$\displaystyle{\lim_{\Delta x \to 0} f(x+\Delta x) = f(x)}$

Wikipedia states that:

$\displaystyle{\lim_{\Delta x \to 0} f(x+\Delta x) = f(x)}$

Link: https://en.wikipedia.org/wiki/Product_rule#Proofs (In Proof by factoring from first principles)

But then:

$\displaystyle{\lim_{\Delta x \to 0} \frac{f(x+\Delta x) - f(x)}{\Delta x}}$ = $\displaystyle{\lim_{\Delta x \to 0} \frac{f(x) - f(x)}{\Delta x}}$ = 0.

Is the statement wrong or my conclusion ?

Solution 1:

Your mistake is in replacing $f(x+\Delta x)$ with $f(x)$ in the limit calculation. A simpler (non-)example:

It is true that $\lim_{x\to0}\frac{x}{x}=\lim_{x\to 0}1=1$. But if you only replace the numerator with its (correct) limit you get the incorrect $\lim_{x\to 0}\frac{0}{x}=\lim_{x\to 0}0=0$. This shows you can't pick a subexpression and substitute it for its limit.

This is different from for example evaluating $\lim_{x\to 0} \frac{1+x}{2+x}=\frac{1}{2}$ by replacing both the numerator and the denominator by their respective limits.
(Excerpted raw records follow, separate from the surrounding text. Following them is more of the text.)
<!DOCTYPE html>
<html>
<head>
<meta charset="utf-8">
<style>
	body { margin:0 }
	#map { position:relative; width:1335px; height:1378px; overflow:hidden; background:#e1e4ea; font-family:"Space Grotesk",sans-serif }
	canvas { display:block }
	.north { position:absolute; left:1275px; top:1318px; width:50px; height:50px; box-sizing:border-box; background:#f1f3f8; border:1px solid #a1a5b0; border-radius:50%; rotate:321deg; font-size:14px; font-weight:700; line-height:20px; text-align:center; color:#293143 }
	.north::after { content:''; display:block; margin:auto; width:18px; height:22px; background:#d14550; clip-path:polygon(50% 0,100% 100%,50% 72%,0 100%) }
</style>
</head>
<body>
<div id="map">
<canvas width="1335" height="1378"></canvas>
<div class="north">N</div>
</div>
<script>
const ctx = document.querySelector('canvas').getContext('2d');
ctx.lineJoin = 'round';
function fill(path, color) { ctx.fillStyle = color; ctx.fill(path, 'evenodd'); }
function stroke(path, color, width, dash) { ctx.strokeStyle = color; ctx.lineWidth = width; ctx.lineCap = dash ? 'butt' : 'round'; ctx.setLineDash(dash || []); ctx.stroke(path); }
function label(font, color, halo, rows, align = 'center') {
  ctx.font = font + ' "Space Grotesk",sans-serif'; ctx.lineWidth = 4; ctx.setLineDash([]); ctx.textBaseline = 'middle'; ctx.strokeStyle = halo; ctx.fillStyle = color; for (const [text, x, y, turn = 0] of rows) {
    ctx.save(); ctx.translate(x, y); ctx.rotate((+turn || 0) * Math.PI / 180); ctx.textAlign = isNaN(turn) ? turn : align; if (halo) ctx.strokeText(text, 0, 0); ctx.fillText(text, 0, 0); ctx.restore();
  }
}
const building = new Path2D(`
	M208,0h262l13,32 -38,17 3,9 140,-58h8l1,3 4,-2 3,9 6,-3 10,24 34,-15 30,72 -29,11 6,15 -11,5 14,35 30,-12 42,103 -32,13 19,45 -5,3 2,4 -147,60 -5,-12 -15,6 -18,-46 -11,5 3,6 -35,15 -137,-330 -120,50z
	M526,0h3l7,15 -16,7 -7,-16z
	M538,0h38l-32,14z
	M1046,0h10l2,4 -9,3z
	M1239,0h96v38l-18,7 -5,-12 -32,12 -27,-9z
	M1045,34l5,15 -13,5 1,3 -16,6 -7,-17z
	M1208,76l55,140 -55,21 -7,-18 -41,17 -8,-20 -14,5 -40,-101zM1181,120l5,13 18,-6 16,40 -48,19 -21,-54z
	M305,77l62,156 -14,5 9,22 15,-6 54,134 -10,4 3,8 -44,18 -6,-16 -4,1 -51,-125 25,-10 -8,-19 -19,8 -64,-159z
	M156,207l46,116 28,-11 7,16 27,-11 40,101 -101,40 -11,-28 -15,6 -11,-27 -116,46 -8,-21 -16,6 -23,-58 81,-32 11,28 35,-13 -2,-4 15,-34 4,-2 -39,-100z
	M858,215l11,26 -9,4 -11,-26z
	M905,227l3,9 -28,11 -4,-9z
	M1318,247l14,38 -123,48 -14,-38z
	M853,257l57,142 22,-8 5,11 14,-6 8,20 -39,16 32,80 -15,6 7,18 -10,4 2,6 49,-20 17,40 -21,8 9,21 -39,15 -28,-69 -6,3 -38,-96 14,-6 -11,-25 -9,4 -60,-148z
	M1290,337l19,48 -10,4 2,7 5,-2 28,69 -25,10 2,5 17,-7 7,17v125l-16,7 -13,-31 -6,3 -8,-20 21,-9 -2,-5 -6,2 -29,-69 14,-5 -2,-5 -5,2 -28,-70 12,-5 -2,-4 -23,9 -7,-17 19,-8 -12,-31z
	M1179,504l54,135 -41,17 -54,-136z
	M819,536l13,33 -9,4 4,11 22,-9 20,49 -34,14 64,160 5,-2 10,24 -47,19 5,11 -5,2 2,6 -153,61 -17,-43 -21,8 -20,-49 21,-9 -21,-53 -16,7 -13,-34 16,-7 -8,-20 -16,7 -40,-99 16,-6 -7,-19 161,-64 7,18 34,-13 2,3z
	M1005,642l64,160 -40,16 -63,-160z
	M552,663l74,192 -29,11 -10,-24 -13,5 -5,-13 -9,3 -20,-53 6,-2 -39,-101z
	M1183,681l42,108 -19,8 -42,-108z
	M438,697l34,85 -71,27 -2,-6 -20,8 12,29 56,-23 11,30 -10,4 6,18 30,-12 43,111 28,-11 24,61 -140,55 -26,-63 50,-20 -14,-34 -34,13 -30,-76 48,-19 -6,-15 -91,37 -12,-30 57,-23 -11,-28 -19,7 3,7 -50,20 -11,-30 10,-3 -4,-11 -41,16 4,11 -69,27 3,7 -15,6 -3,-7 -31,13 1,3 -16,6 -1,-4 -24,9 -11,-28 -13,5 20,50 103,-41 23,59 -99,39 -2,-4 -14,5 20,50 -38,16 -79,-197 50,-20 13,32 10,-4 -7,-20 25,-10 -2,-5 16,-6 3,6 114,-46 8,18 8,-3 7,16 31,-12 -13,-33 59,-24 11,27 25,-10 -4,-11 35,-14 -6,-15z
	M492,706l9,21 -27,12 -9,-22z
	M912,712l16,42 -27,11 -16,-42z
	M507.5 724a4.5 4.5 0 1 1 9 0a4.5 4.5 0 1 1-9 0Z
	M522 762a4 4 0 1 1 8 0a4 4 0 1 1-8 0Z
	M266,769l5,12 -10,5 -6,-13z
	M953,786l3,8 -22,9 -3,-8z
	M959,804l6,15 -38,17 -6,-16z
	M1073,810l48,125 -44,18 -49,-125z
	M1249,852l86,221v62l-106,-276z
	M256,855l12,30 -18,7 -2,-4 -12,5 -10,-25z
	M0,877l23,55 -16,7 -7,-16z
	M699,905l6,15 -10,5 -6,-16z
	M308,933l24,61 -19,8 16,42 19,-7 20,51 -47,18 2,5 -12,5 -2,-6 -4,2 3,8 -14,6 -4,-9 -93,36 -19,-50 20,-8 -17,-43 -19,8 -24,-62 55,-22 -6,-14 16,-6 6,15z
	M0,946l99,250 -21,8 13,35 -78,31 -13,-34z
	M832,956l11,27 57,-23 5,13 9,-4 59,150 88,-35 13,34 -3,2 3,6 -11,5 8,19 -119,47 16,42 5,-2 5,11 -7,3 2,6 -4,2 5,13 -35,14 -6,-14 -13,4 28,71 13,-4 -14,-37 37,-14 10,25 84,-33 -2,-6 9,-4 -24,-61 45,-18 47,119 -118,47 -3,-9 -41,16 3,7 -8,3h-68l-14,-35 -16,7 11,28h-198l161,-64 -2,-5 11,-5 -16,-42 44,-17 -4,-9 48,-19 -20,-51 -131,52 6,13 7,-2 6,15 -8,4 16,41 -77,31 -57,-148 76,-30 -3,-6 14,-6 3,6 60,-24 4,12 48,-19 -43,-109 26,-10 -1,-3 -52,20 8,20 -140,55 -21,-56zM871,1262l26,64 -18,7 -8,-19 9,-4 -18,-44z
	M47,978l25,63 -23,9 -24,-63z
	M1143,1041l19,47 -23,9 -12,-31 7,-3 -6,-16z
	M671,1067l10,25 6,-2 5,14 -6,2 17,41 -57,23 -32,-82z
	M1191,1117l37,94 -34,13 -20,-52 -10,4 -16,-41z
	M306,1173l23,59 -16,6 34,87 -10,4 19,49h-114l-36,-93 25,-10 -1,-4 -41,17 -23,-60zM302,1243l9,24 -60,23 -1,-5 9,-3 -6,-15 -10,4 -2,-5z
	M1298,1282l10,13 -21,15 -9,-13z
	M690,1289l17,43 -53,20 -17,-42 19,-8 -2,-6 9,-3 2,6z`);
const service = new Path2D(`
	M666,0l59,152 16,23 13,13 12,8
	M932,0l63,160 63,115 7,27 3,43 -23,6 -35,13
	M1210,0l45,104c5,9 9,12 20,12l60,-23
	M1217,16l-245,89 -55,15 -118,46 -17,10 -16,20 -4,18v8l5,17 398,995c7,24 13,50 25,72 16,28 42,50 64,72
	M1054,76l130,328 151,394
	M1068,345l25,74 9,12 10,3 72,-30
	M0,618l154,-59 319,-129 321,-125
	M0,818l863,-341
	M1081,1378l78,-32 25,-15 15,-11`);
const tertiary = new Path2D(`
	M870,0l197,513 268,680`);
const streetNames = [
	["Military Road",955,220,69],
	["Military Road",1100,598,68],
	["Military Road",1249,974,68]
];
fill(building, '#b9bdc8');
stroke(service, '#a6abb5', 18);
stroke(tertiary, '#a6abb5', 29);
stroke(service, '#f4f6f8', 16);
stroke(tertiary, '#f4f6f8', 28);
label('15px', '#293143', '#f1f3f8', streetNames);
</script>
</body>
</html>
That would be correct and justified because of the theorem that if $\lim_{x\to a} f(x)=L$ and $\lim_{x\to a} g(x)=M$ then $\lim_{x\to a} \frac{f(x)}{g(x)}=\frac{L}{M}$ (given $M\ne 0$). Notice that when we are using this theorem (and similar theorems for the other operations of arithmetic) we are left with a number as a result and not with another limit.